Siyasi anlamda Avusturya incelendiğinde özellikle Freud’un çocukluk ve gençlik yıllarına denk gelen 1860 ile 1880 arasının, kapitalistleşen Avusturya’nın gereksinim duyduğu liberal dönüşümlerin hızla gerçekleştiği bir dönem olduğu görülür. Burjuvazinin istediği dönüşümler, yargıda ve eğitimde laikleşme, bu dönemde uzun ve kararlı bir mücadele ile gerçekleştirilmiştir (Türel, 2015).

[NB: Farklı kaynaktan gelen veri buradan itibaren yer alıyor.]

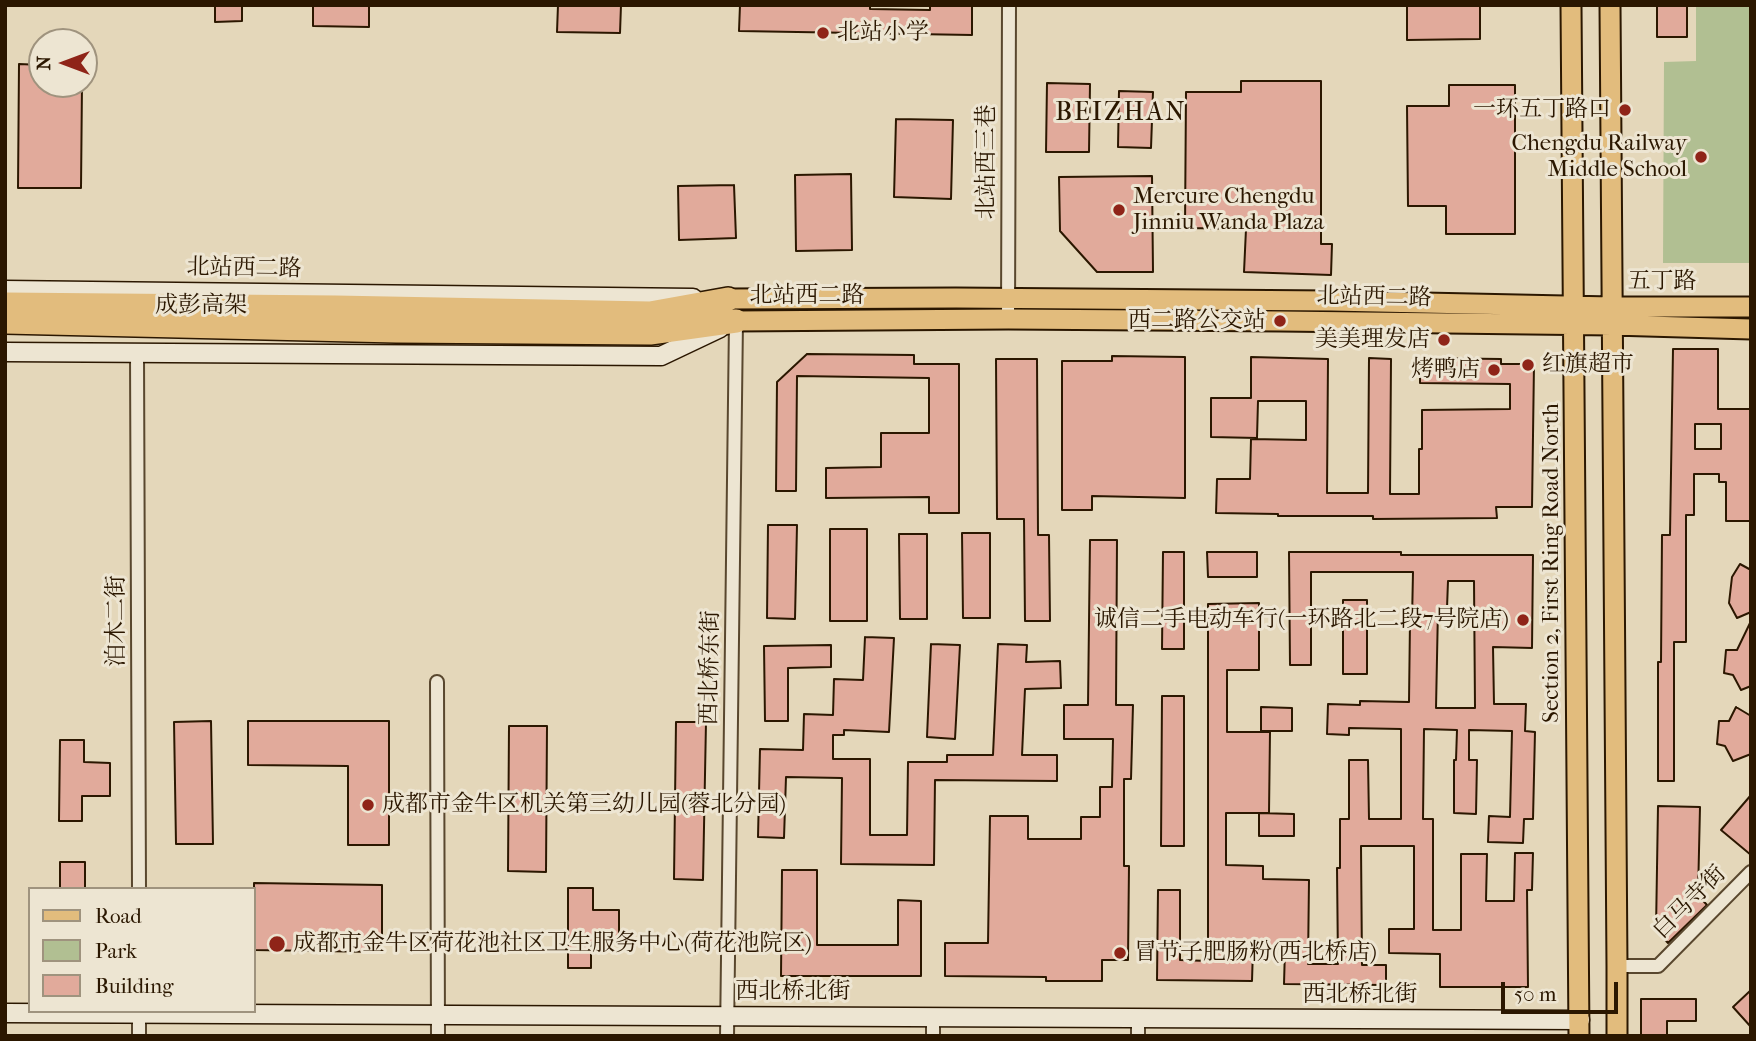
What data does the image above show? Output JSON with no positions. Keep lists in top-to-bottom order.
{
  "streets": {
    "highway": ["成彭高架"],
    "main road": ["北站西二路", "五丁路", "Section 2, First Ring Road North"],
    "street": [
      "北站西三巷",
      "泊木二街",
      "西北桥东街",
      "白马寺街",
      "西北桥北街"
    ]
  },
  "crossings": [
    ["北站西三巷", "北站西二路"],
    ["北站西二路", "五丁路"],
    ["北站西二路", "成彭高架"],
    ["北站西二路", "Section 2, First Ring Road North"],
    ["北站西二路", "泊木二街"],
    ["北站西二路", "西北桥东街"],
    ["五丁路", "Section 2, First Ring Road North"],
    ["成彭高架", "西北桥东街"],
    ["Section 2, First Ring Road North", "西北桥北街"],
    ["西北桥东街", "西北桥北街"]
  ],
  "districts": ["BEIZHAN"],
  "places": [
    "北站小学",
    "一环五丁路口",
    "Chengdu Railway Middle School",
    "Mercure Chengdu Jinniu Wanda Plaza",
    "西二路公交站",
    "美美理发店",
    "红旗超市",
    "烤鸭店",
    "诚信二手电动车行(一环路北二段7号院店)",
    "成都市金牛区机关第三幼儿园(蓉北分园)",
    "成都市金牛区荷花池社区卫生服务中心(荷花池院区)",
    "冒节子肥肠粉(西北桥店)"
  ],
  "legend": ["Road", "Park", "Building"],
  "scale_bar": "50 m",
  "north": "left"
}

19. yüzyılın son 10 yılında, farklı milletlerin, dillerin ve kültürlerin bir araya geldiği Avusturya-Macaristan İmparatorluğu bir yandan İngiltere, Fransa ve Almanya'nın gölgesinde kalıyor bir yandan da hükümet ve bürokrasi, yaşlı Franz Josef hükümdarlığı altında, tutucu Katolik kilisesi ile birlikte ülkeyi yönetmeyi zar zor sürdürüyordu. Tüm bu çelişkilerin ortasında imparatorluk çok yönlü bir toplum yapısına sahipti: Hâlâ gösterişli kraliyet baloları veren ama çürümeye de yüz tutmuş imparatorluk, gelişmekte olan bir orta sınıf ve hem krallığı hem de burjuvaziyi sorgulayan entelektüel gruplarla aynı anda varlığını sürdürüyordu. Küçük bir siyonist hareketin yanı sıra antisemitizm de yaygındı. Yeni yeni ortaya çıkmaya başlayan sosyalist düşünceler, mevcut ekonomi ve sınıf sistemine meydan okuyor; aktif feministler, kadınlar üzerindeki kısıtlamalara karşı mücadele veriyordu. Bilimdeki gelişme ve sanayileşme o sıralarda Avrupa'nın büyük bir kesimini değişime uğratsa da sosyal ve ekonomik isyanlar, sanat dallarının her cephesinde ortaya çıkan yeni biçimler, en çok Paris ve Viyana'da görülüyordu (Breger, 2016).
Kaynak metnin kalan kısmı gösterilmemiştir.